I hate that when that happens! 

Regardless, nice shooting....


----------



## jvan97 (Dec 7, 2010)

Nice shooting. Metal game is so huge in this sport


----------



## unclejane (Jul 22, 2012)

At least you still hit the target. I'm lucky to do that even when my shot does go off right. I can pull arrows out of wood and drywall better than any other archer out there, tho.... 

LS


----------



## Suock (Jul 10, 2012)

unclejane said:


> At least you still hit the target. I'm lucky to do that even when my shot does go off right. I can pull arrows out of wood and drywall better than any other archer out there, tho....
> 
> LS


This site really needs a like button. Love this post.


----------



## xavier102772 (Sep 2, 2010)

Yeah, shootin back tension and surprise release sure works well. Can't believe I held off so long to do it. Anyway, after that flyer, there is usually only one thing to say.....!#$&.


----------



## Sasquech (Dec 15, 2014)

Nope stop figure out exactly what you did and shoot another 100 arrows with out doing that


----------



## Bucks (Jul 27, 2005)

Suock said:


> This site really needs a like button. Love this post.


Like


----------



## Rick! (Aug 10, 2008)

What distance?


----------



## unclejane (Jul 22, 2012)

Suock said:


> This site really needs a like button. Love this post.


... sorry couldn't resist. I should also mention I know how to "punch" a hinge too.
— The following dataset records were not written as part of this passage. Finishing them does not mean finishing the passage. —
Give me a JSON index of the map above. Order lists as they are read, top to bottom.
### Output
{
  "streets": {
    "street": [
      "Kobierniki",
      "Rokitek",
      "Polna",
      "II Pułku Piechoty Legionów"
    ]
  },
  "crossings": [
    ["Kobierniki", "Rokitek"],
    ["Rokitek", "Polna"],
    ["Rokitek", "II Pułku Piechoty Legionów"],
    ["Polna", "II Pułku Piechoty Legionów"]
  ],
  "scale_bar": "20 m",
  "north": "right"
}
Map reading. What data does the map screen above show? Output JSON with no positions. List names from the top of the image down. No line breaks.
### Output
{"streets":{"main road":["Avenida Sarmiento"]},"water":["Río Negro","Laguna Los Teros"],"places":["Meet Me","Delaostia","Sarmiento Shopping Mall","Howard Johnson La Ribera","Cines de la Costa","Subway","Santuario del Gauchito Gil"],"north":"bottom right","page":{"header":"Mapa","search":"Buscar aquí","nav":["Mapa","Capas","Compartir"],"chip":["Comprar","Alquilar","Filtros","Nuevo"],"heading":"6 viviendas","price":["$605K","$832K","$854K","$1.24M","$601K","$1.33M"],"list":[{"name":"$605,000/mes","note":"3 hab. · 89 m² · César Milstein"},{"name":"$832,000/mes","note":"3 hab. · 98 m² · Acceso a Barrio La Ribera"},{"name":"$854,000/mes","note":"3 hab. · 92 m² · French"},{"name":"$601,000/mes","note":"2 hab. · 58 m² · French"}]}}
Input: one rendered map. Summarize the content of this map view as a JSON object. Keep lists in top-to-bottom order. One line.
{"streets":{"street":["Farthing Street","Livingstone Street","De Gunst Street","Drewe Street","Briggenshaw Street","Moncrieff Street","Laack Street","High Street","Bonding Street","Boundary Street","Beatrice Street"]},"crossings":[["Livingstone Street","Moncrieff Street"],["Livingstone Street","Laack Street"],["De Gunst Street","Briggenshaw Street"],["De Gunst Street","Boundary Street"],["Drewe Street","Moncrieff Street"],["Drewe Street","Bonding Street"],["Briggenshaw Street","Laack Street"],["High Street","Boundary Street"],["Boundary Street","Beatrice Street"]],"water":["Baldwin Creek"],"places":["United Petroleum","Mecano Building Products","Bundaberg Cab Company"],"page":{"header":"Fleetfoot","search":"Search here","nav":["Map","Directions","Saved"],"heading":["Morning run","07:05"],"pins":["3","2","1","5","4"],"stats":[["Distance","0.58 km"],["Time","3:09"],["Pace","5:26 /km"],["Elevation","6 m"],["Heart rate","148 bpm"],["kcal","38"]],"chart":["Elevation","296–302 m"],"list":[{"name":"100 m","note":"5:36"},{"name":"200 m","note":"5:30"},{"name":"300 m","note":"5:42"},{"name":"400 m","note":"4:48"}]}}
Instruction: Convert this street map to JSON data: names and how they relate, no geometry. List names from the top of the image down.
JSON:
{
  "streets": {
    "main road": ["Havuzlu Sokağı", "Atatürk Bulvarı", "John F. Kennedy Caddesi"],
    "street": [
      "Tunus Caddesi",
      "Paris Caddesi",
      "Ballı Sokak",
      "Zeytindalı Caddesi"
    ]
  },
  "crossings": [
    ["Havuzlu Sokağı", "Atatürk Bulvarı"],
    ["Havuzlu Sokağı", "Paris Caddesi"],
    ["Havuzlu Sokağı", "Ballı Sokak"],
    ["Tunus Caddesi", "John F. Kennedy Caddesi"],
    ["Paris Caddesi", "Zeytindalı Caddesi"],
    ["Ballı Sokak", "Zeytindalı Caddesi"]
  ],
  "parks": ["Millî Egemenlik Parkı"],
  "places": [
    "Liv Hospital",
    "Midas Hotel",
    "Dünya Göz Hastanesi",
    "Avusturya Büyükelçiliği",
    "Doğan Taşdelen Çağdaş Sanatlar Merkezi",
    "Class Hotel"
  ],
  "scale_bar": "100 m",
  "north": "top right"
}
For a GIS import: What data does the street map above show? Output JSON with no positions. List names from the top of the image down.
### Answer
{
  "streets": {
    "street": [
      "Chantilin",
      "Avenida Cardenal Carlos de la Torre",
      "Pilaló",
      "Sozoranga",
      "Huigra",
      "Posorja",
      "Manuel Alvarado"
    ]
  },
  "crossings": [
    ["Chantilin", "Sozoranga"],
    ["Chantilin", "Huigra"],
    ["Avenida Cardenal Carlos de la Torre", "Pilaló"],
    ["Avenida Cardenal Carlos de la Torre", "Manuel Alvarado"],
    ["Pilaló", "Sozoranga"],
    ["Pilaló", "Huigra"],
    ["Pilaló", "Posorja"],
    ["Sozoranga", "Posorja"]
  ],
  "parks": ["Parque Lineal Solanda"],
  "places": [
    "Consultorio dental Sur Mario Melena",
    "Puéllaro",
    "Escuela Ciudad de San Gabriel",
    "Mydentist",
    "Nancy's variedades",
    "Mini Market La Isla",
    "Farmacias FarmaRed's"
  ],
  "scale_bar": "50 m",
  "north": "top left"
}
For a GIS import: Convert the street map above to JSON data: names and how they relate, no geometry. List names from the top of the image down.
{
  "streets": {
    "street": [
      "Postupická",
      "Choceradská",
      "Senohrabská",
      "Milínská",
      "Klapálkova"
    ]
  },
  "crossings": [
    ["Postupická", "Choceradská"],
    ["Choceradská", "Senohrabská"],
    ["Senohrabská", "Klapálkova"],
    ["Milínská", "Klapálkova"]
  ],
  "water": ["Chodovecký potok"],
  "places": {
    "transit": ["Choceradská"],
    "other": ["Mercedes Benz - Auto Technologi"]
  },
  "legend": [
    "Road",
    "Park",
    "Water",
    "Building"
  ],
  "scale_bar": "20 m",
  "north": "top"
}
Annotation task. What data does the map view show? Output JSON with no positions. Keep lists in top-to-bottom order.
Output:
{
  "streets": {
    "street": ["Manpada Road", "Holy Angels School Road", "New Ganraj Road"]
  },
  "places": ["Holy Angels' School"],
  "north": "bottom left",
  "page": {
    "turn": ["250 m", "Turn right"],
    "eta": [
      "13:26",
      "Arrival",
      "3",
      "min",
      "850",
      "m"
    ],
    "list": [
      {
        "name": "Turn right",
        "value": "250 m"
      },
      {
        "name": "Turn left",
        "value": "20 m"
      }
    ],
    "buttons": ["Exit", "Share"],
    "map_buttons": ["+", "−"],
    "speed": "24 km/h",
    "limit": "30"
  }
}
You can make the SOB go off with a good heave, so I can do it and I can prove it LOL... so good that you're only doing that once in a while 

LS


----------



## bseltzer (Nov 20, 2014)

:embara:


unclejane said:


> ... sorry couldn't resist. I should also mention I know how to "punch" a hinge too. You can make the SOB go off with a good heave, so I can do it and I can prove it LOL... so good that you're only doing that once in a while
> 
> LS


Punch a release.... ? Man, I am the Sugar Ray Leonard of releases. Index trigger, thumb button, BT hinge, there's not a one of 'em I haven't punched with authority :embara: The one thing I can say in my defense is I haven't punched myself... not yet, anyway.


----------



## WhitBri (Jan 30, 2007)

Focus on the 29 done right forget the one it doesn't matter


----------



## jbeasleyshoot (Jan 29, 2008)

Hey im right with ya shot 7 ends of perfect the other night then shot a zero out the top due to a yankapottamus. I always throw at least one and what sucks is that I know its in my head. I don't get real tired, its just a lapse in concentration. Indoor is such great practice for 3d for me but so frustrating at the same time. So I feel your pain


----------



## xavier102772 (Sep 2, 2010)

Well, the last few days of shooting were much better. No punches into the 9 or further. All 10s and X's. Probably 1/2-2/3 X's. Really gotta shake my head as to why I held off learning to shoot back tension and surprise release for so long. Now that I've committed myself to learning and mastering it, I'm getting better and better. There's no going back to command/trigger punching for me. 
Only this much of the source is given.